Fig. 2: Global multi-model ensemble projections of urban heat wave changes in 2061–2070 relative to 2006–2015.
figure 2

a intensity (K), b frequency (events per year), c duration (days per event), and d total days (days per year). Results are based on 17 selected Earth system models and the first member of the CESM-LE runs. Stippling indicates substantial change (intensity > 1.5 K) with high inter-model robustness (SNR > 2.0).

Contribution of structural uncertainty

Previous research has demonstrated a dominant role of the internal variability in the projections of hot extremes on the local and regional scales over the next few decades28. We show here that for urban areas, there is a large part of the uncertainties that result from the structural uncertainty. We define a structural uncertainty fraction (SUF) as the model structural uncertainty divided by the sum of internal variability plus model structural uncertainty to measure the contribution of structural uncertainty. Based on the CESM-LE simulations and our emulated multi-model results, we find that the model structural uncertainty contributes more than 50% of the total variability by 2061–2070 for most of the global urban areas (Fig. 3 and Supplementary Fig. 7). The SUF with respect to projections in UHW frequency, duration and total days (Fig. 3b–d) are even larger than that in UHW intensity (Fig. 3a). These results indicate that for decision-making in the context of urban heat extremes based on climate modeled results, policymakers and local practitioners might have to deal with the implications of large uncertainties in heat extremes on the local scale associated with the model structural spread. It is particularly important to account for this uncertainty where projections of future UHW frequency, duration and total days are concerned (Fig. 3b–d). Under the assumption that the structural uncertainty is primarily due to the existing climate model deficiencies, this part of the uncertainty driven by the multi-model spread of atmospheric forcings could potentially be narrowed in the future development of ESMs with better-constrained climate model parameters and improved representations of physical and chemical processes. However, the progress of climate modeling convergence, despite the increased detail in representation of processes, may continue to remain slow38.

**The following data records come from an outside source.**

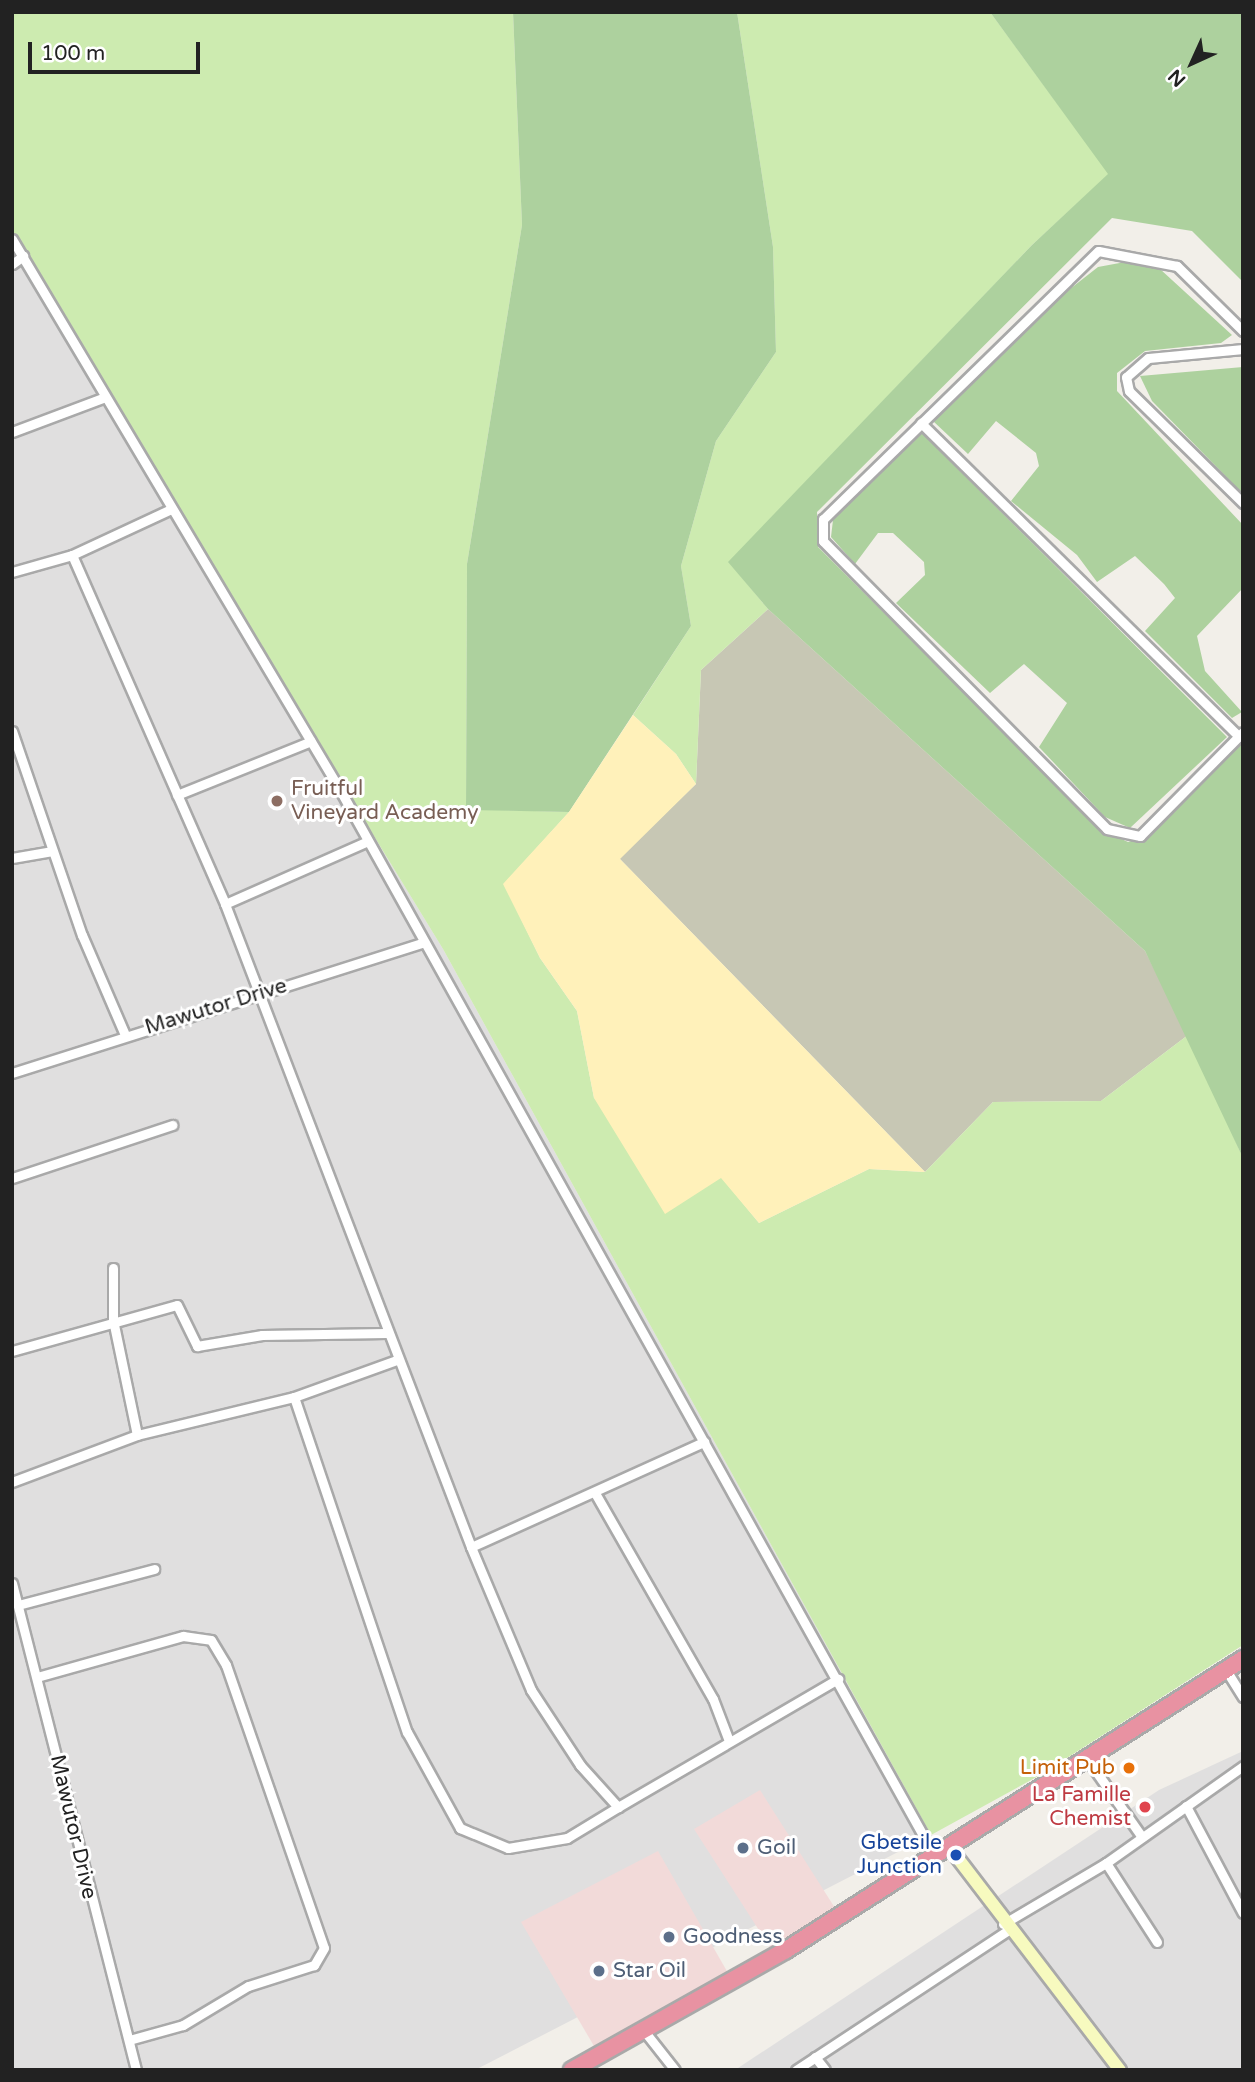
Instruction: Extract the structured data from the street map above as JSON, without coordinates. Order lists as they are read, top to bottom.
{
  "streets": {
    "street": ["Mawutor Drive"]
  },
  "places": [
    "Fruitful Vineyard Academy",
    "Limit Pub",
    "La Famille Chemist",
    "Goil",
    "Gbetsile Junction",
    "Goodness",
    "Star Oil"
  ],
  "scale_bar": "100 m",
  "north": "bottom left"
}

Fig. 3: Relative contribution of the model structural variability in urban heat wave projections in 2061–2070 relative to 2006–2015 under RCP 8.5.
figure 3

a intensity; b frequency; c duration; and d total days. Each colored point represents a decadal mean structural uncertainty fraction (SUF) defined as \(\frac{{\sigma }_{{\rm{CMIP}}}}{{\sigma }_{{\rm{CMIP}}}+{\sigma }_{{\rm{CESM}}}}\) within a 0.9 (lat.) × 1.25 (lon.) model grid cell. σCMIP denotes the standard deviation across multi-model projections and σCESM denotes the standard deviation across multi-member projections.

The role of the model structural uncertainty in global UHW projections assessed in this study is essentially associated with larger-scale model structural design and parameter choices in various ESMs (such as radiative transfer, cloud microphysics, topography, dynamic land use land cover change, biogeochemical cycles, ocean model and atmospheric chemistry) rather than associated with the urban land scheme, because our emulator strategy uses various ESMs to drive a single urban model. In other words, the current emulator based on a wide number of ESMs characterizes the uncertainty in UHW projections due to larger-scale influences. Urban land (canopy) models generally represent less internal dynamics and feedbacks than the whole ESMs do, and thus would not drift far from one another if driven by an identical atmospheric forcing55,56. This is also evidenced by a comparison between two different urban land models over Contiguous U.S. urban areas in a recent study41, which demonstrates markedly similar urban warming projections by forcing the two different urban land schemes (CLMU and WRF-Single Layer Urban Canopy Model) with the same atmospheric forcing. The magnitude of the uncertainty from large-scale climatology that the emulator addresses is much larger than the uncertainty introduced by different urban land parameterizations. The major variability in urban temperature projections is from the diverse larger-scale climate forcings projected by various ESMs (see Methods). We nevertheless acknowledge that it is advantageous to develop emulators from multiple urban land models that might be available in other ESMs in future to further assess the uncertainty associated with urban models.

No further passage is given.